Plaintiffs' Letter-Motion to Compel
Plaintiffs, for their part, seek an order compelling the production of all non-privileged
documents responsive to RFPs 1, 3, and 4. They explain that on October 14, 2020, this Court
ordered defendants to produce the documents they previously produced to the DOJ and foreign
authorities; that on October 30, 2020, this Court denied defendants' motion for reconsideration;
but that defendants have taken the position, ever since November 12, 2020, that they are unable to
comply with the October 14 Order because Brazilian law supposedly forbids the production of any
documents (not just the Systems) previously provided to the MPF (including the documents also
provided to the DOJ). Pl. Ltr. at 1-2. Plaintiffs add that although defendants made an initial
production of documents in December 2020, they failed to produce "even a single document"
responsive to RFPs 1, 3, and 4. Id. at 3.

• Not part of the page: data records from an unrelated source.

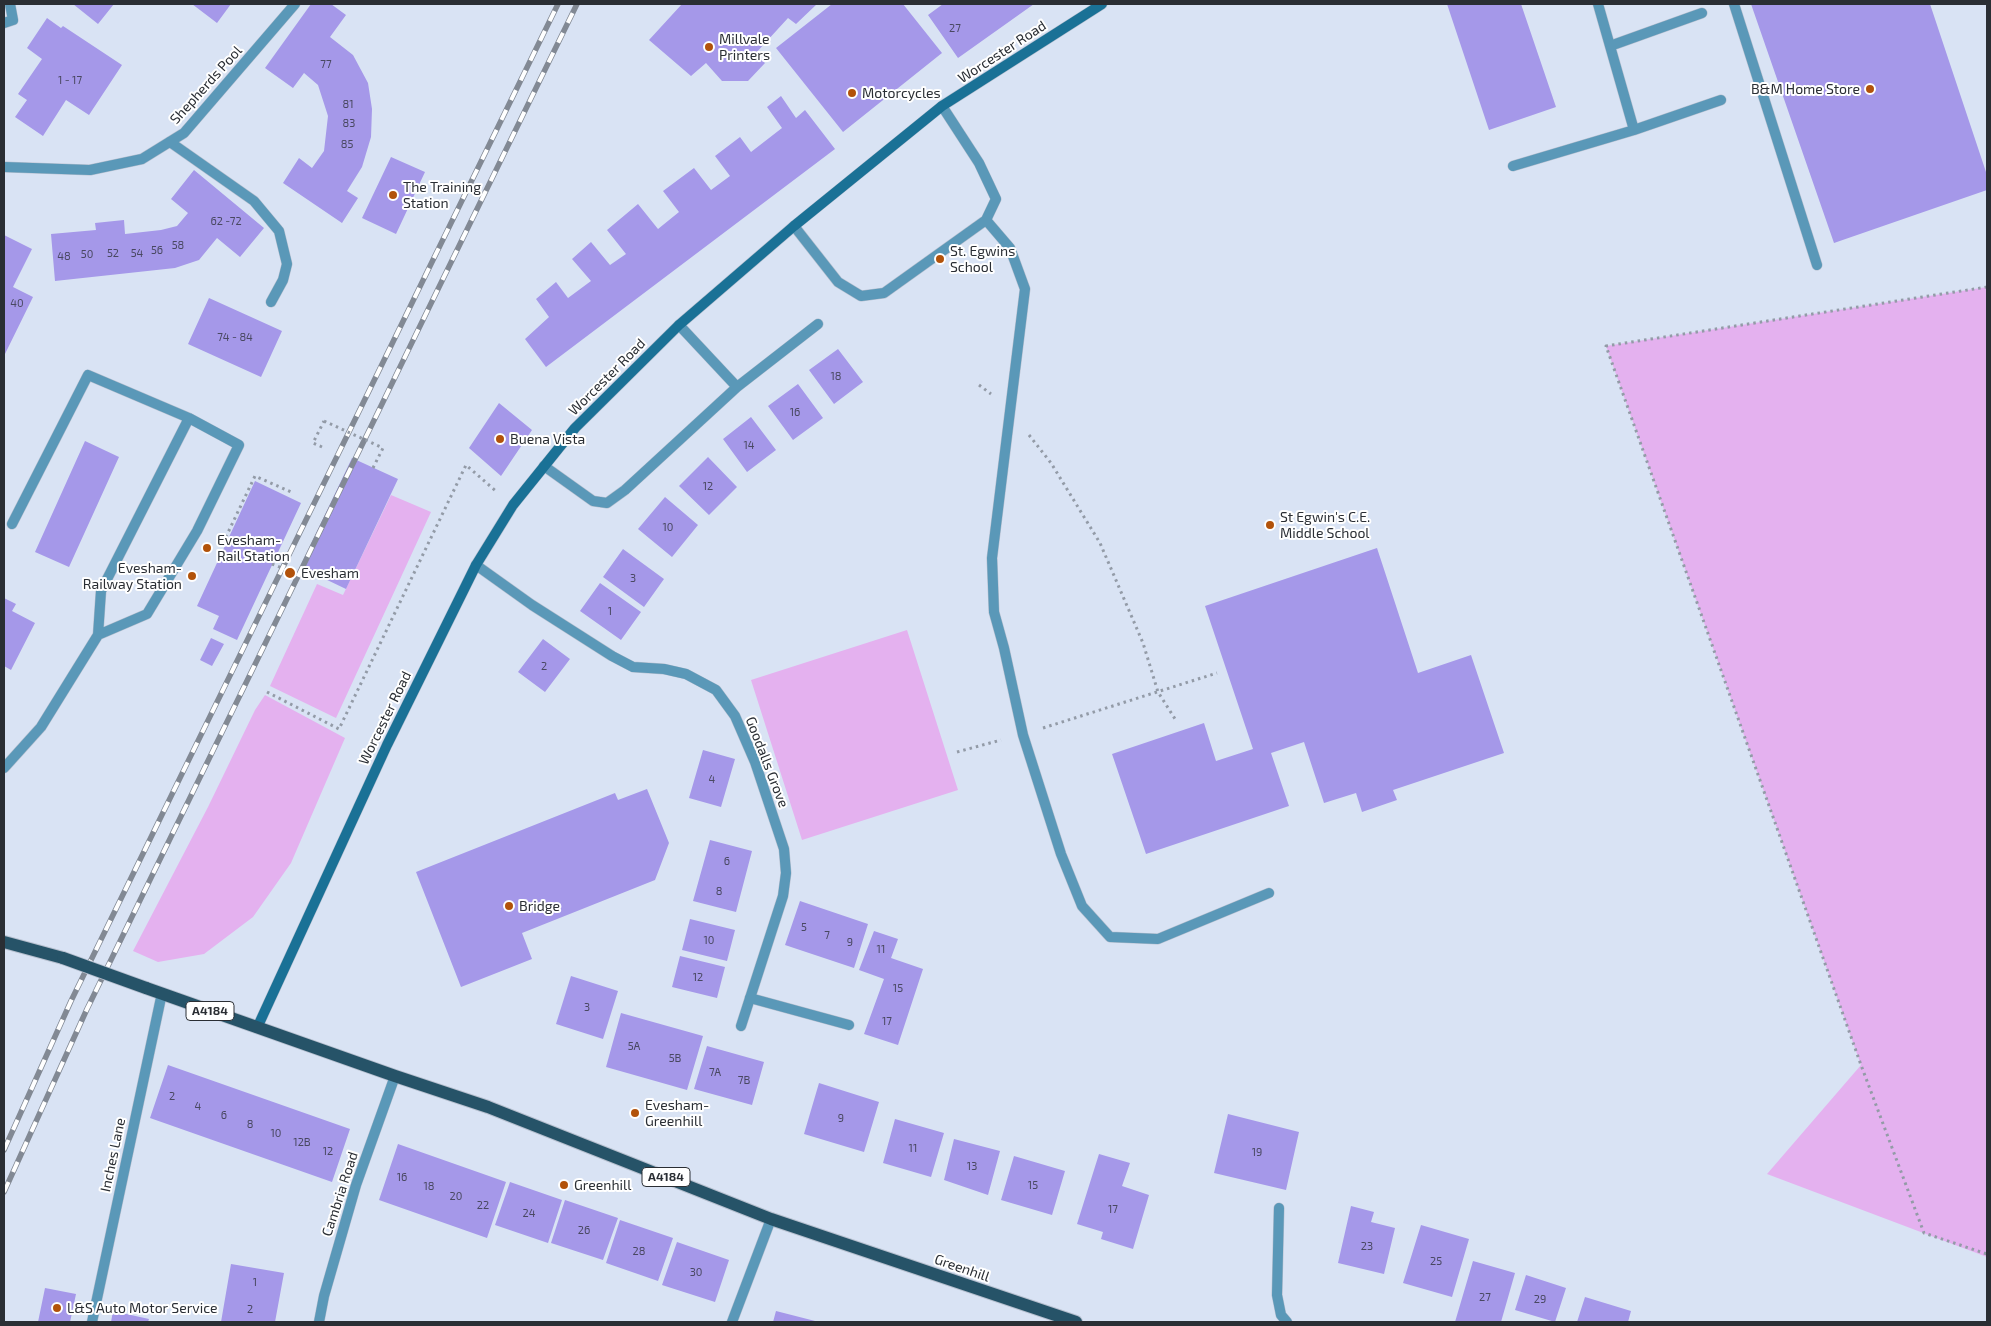 <!DOCTYPE html>
<style>
body{margin:0}
#map{position:relative;width:1991px;height:1326px;overflow:hidden;background:#d9e3f4;font-family:"Exo 2",sans-serif}
canvas{display:block}
.frame{position:absolute;inset:0;border:5px solid #2a2e34;pointer-events:none}
</style>
<div id="map">
<canvas width="1991" height="1326"></canvas>
<div class="frame"></div>
</div>
<script>
const ctx = document.querySelector('canvas').getContext('2d');
ctx.lineJoin = 'round';
function fillPath(path, color) {
  ctx.fillStyle = color;
  ctx.fill(path, 'evenodd');
}
function poly(rows) {
  const path = new Path2D();
  for (const r of rows) {
    path.moveTo(r[0], r[1]);
    for (let i = 2; i < r.length; i += 2) path.lineTo(r[i], r[i + 1]);
  }
  return path;
}
function strokePath(path, color, width, dash) {
  ctx.strokeStyle = color;
  ctx.lineWidth = width;
  ctx.lineCap = dash ? 'butt' : 'round';
  ctx.setLineDash(dash || []);
  ctx.stroke(path);
}
function drawText(font, color, halo, rows, align = 'center') {
  ctx.font = font + ' "Exo 2",sans-serif';
  ctx.lineWidth = 4;
  ctx.setLineDash([]);
  ctx.textBaseline = 'middle';
  ctx.strokeStyle = halo;
  ctx.fillStyle = color;
  for (const [text, x, y, turn = 0] of rows) {
    ctx.save();
    ctx.translate(x, y);
    ctx.rotate((+turn || 0) * Math.PI / 180);
    ctx.textAlign = isNaN(turn) ? turn : align;
    if (halo) ctx.strokeText(text, 0, 0);
    ctx.fillText(text, 0, 0);
    ctx.restore();
  }
}
fillPath(poly([
 [1987,287,1987,1257,1767,1174,1861,1065,1606,346],
 [391,495,431,512,336,718,270,686,317,584,343,595],
 [907,630,958,790,802,840,751,680],
 [265,695,345,738,291,863,253,917,204,954,158,962,133,951,208,807,255,710]
]), '#e4b1ef');
fillPath(poly([
 [73,4,114,4,98,24],
 [192,4,231,4,217,23],
 [311,4,331,4,346,15,330,37,353,55,368,83,372,109,371,137,362,167,347,191,358,198,342,223,283,183,299,158,312,168,324,151,328,116,318,85,304,73,293,88,265,68],
 [682,4,817,4,796,24,788,18,755,54,765,63,748,81,722,81,706,63,691,76,649,40],
 [832,4,903,4,942,53,843,132,776,48],
 [943,4,1034,4,958,58,928,15],
 [1447,4,1521,4,1556,107,1489,130],
 [1751,4,1930,4,1987,175,1987,190,1834,243],
 [47,18,61,28,63,26,122,65,89,115,66,100,43,136,15,117,27,100,18,94,42,59,27,48],
 [781,96,796,118,805,110,835,149,546,367,525,339,549,317,536,299,556,282,568,298,591,281,572,259,591,242,610,265,626,254,607,230,638,204,658,229,679,212,663,191,694,168,711,190,730,176,715,156,740,137,751,152,782,128,767,107],
 [391,157,425,172,396,234,362,218],
 [194,170,264,228,240,257,217,238,199,260,175,268,55,281,51,234,96,230,95,223,124,220,125,234,161,230,177,226,188,213,171,199],
 [4,235,32,249,13,287,33,297,4,356],
 [209,298,282,331,261,377,188,344],
 [838,349,863,382,834,404,809,370],
 [798,384,823,418,793,440,768,406],
 [499,403,532,430,501,476,469,448],
 [751,417,776,450,747,472,723,439],
 [85,441,119,457,69,567,35,552],
 [708,457,737,487,709,515,679,486],
 [352,458,398,479,346,589,300,567],
 [255,481,301,503,237,640,213,629,219,616,197,606],
 [665,497,698,525,672,557,638,529],
 [1377,548,1418,673,1471,655,1504,753,1393,790,1397,800,1362,812,1356,793,1324,803,1304,742,1271,753,1289,806,1146,854,1112,754,1204,723,1216,761,1253,749,1205,606],
 [623,549,664,579,644,607,603,577],
 [600,583,641,612,621,640,580,611],
 [4,598,16,604,12,611,35,623,11,670,4,666],
 [211,638,224,644,212,666,200,660],
 [543,639,570,659,545,692,518,672],
 [703,750,735,759,721,807,689,798],
 [647,789,669,843,655,880,522,933,532,959,461,987,416,872,615,793,618,800],
 [710,840,752,851,736,912,693,901],
 [800,901,868,924,854,968,785,945],
 [690,919,735,930,727,961,682,950],
 [874,931,898,939,891,958,923,969,898,1045,864,1034,884,979,859,970],
 [680,956,725,967,717,998,672,987],
 [571,976,618,991,603,1039,556,1024],
 [621,1013,703,1036,687,1090,606,1067],
 [707,1046,764,1062,752,1105,694,1089],
 [168,1065,350,1129,332,1182,150,1118],
 [819,1083,879,1102,864,1152,804,1134],
 [1228,1114,1299,1132,1286,1190,1214,1173],
 [895,1119,944,1133,931,1177,883,1163],
 [954,1139,1000,1151,988,1195,944,1180],
 [398,1144,506,1182,487,1238,379,1200],
 [1099,1154,1130,1163,1122,1186,1149,1195,1133,1249,1101,1239,1103,1232,1077,1224],
 [1014,1156,1065,1171,1052,1215,1001,1200],
 [510,1182,562,1200,548,1243,495,1225],
 [565,1200,618,1218,603,1260,551,1243],
 [1351,1206,1374,1212,1371,1222,1395,1228,1384,1274,1338,1263],
 [620,1220,673,1238,658,1281,606,1263],
 [1421,1225,1469,1239,1452,1297,1403,1283],
 [677,1242,729,1260,715,1302,662,1285],
 [1473,1261,1515,1273,1501,1322,1455,1322],
 [231,1264,284,1273,275,1322,221,1322],
 [1526,1275,1566,1288,1555,1322,1515,1310],
 [45,1288,76,1294,70,1322,38,1322],
 [1585,1297,1631,1311,1628,1322,1577,1322],
 [113,1311,149,1319,148,1322,111,1322],
 [776,1311,819,1322,773,1322]
]), '#a598e9');
const lane = poly([
 [1734,4,1817,265],
 [4,23,13,20,10,4],
 [1610,46,1702,13],
 [1634,130,1721,100],
 [170,142,254,201,279,231,287,264,283,280,271,302],
 [1513,166,1634,130,1598,4],
 [986,220,1010,248,1025,289,992,558,994,612,1004,648,1023,735,1061,854,1082,906,1110,937,1158,939,1269,893],
 [794,226,838,282,861,296,884,293,986,220,996,199,979,163,942,106],
 [679,325,737,387],
 [544,466,593,501,607,503,625,490,737,387,818,324],
 [12,524,88,375,189,418],
 [4,768,41,727,98,635,101,591,189,418,239,445,197,531,147,614,98,635],
 [750,998,849,1025],
 [1279,1208,1277,1295,1281,1315,1287,1322]
]);
const street = poly([
 [4,167,90,170,142,159,184,133,295,4],
 [476,565,532,605,612,656,633,667,664,669,686,674,716,690,735,716,755,762,784,849,786,873,783,896,741,1026],
 [92,1322,162,993],
 [319,1322,324,1296,356,1185,395,1076],
 [732,1322,771,1219]
]);
const secondary = poly([
 [257,1028,387,745,476,565,513,505,575,428,679,325,794,226,942,106,1102,4]
]);
const primary = poly([
 [4,942,63,958],
 [146,988,395,1076,488,1107,771,1219,1076,1322]
]);
strokePath(lane, '#b6bfce', 11);
strokePath(street, '#b6bfce', 11);
strokePath(secondary, '#b6bfce', 11);
strokePath(primary, '#b6bfce', 14);
strokePath(poly([
 [1987,287,1606,346,1861,1065,1924,1233,1987,1254],
 [979,385,991,394],
 [1029,435,1051,463,1100,543,1143,643,1158,692,1177,722],
 [322,447,313,443,324,421],
 [373,468,383,448],
 [223,543,255,476,291,492],
 [272,564,282,568],
 [267,692,339,729,466,465,497,492],
 [1043,728,1217,673],
 [957,752,1001,740]
]), '#939ba7', 3, [2.5, 4]);
strokePath(lane, '#5a98b8', 10);
strokePath(street, '#5a98b8', 10);
strokePath(secondary, '#1a7196', 10);
strokePath(primary, '#265368', 12);
const rail = poly([
 [4,1150,71,1001,558,4],
 [4,1192,87,1009,577,4]
]);
strokePath(rail, '#828994', 5.5);
strokePath(rail, '#fff', 4, [11]);
const primaryBridge = poly([
 [63,958,146,988]
]);
strokePath(primaryBridge, '#b6bfce', 14, []);
strokePath(poly([
 [324,421,383,448]
]), '#939ba7', 3, [2.5, 4]);
strokePath(primaryBridge, '#265368', 12);
for (const [x, y, r, color] of [
 [709,47,5,"#b2520a"],
 [1870,89,5,"#b2520a"],
 [852,93,5,"#b2520a"],
 [393,195,5,"#b2520a"],
 [940,259,5,"#b2520a"],
 [500,439,5,"#b2520a"],
 [1270,525,5,"#b2520a"],
 [207,548,5,"#b2520a"],
 [290,573,6,"#b2520a"],
 [192,576,5,"#b2520a"],
 [509,906,5,"#b2520a"],
 [635,1113,5,"#b2520a"],
 [564,1185,5,"#b2520a"],
 [57,1308,5,"#b2520a"]
]) {
  const dot = new Path2D();
  dot.arc(x, y, r, 0, 2 * Math.PI);
  ctx.fillStyle = color;
  ctx.fill(dot);
  strokePath(dot, '#fff', 2);
}
drawText('11px', '#494861', null, [
 ["27",955,28],
 ["77",326,64],
 ["1 - 17",70,80],
 ["81",348,104],
 ["83",349,123],
 ["85",347,144],
 ["62 -72",226,221],
 ["58",178,245],
 ["56",157,250],
 ["52",113,253],
 ["54",137,253],
 ["50",87,254],
 ["48",64,256],
 ["40",17,303],
 ["74 - 84",235,337],
 ["18",836,376],
 ["16",795,412],
 ["14",749,445],
 ["12",708,486],
 ["10",668,527],
 ["3",633,578],
 ["1",610,611],
 ["2",544,666],
 ["4",712,779],
 ["6",727,861],
 ["8",719,891],
 ["5",804,927],
 ["7",827,935],
 ["10",709,940],
 ["9",850,942],
 ["11",881,949],
 ["12",698,977],
 ["15",898,988],
 ["3",587,1007],
 ["17",887,1021],
 ["5A",634,1046],
 ["5B",675,1058],
 ["7A",715,1072],
 ["7B",744,1080],
 ["2",172,1096],
 ["4",198,1106],
 ["6",224,1115],
 ["9",841,1118],
 ["8",250,1124],
 ["10",276,1133],
 ["12B",302,1142],
 ["11",913,1148],
 ["12",328,1151],
 ["19",1257,1152],
 ["13",972,1166],
 ["16",402,1177],
 ["15",1033,1185],
 ["18",429,1186],
 ["20",456,1196],
 ["22",483,1205],
 ["17",1113,1209],
 ["24",529,1213],
 ["26",584,1230],
 ["23",1367,1246],
 ["28",639,1251],
 ["25",1436,1261],
 ["30",696,1272],
 ["1",255,1282],
 ["27",1485,1297],
 ["29",1540,1299],
 ["2",250,1309]
]);
for (const [x, y, w] of [
 [210,1011,48],
 [666,1177,48]
]) {
  const box = new Path2D();
  box.roundRect(x - w / 2, y - 9.5, w, 19, 4);
  ctx.fillStyle = '#fff';
  ctx.fill(box);
  strokePath(box, '#2a2e34', 1);
}
drawText('bold 12px', '#2a2e34', null, [
 ["A4184",210,1011],
 ["A4184",666,1177]
]);
drawText('14px', '#2a2e34', '#fff', [
 ["Millvale",719,39],
 ["Printers",719,55],
 ["B&M Home Store",1860,89,"right"],
 ["Motorcycles",862,93],
 ["The Training",403,187],
 ["Station",403,203],
 ["St. Egwins",950,251],
 ["School",950,267],
 ["Buena Vista",510,439],
 ["St Egwin's C.E.",1280,517],
 ["Middle School",1280,533],
 ["Evesham-",217,540],
 ["Rail Station",217,556],
 ["Evesham-",182,568,"right"],
 ["Railway Station",182,584,"right"],
 ["Evesham",301,573],
 ["Bridge",519,906],
 ["Evesham-",645,1105],
 ["Greenhill",645,1121],
 ["Greenhill",574,1185],
 ["L&S Auto Motor Service",67,1308]
], 'left');
drawText('14px', '#2a2e34', '#fff', [
 ["Worcester Road",1002,52,-33],
 ["Shepherds Pool",206,85,-48],
 ["Worcester Road",607,377,-45],
 ["Worcester Road",385,718,-64],
 ["Goodalls Grove",767,762,69],
 ["Inches Lane",113,1155,-78],
 ["Cambria Road",340,1194,-72],
 ["Greenhill",962,1268,19]
]);
</script>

Defendants do not dispute plaintiffs' basic contention that they have failed to comply with
the October 14 Order regarding RFPs 1, 3, and 4. Rather, they argue, plaintiffs' request (seeking
an order compelling production) is duplicative of the relief plaintiffs already sought and received
when the Court issued that October 14 Order and then denied defendants' reconsideration motion.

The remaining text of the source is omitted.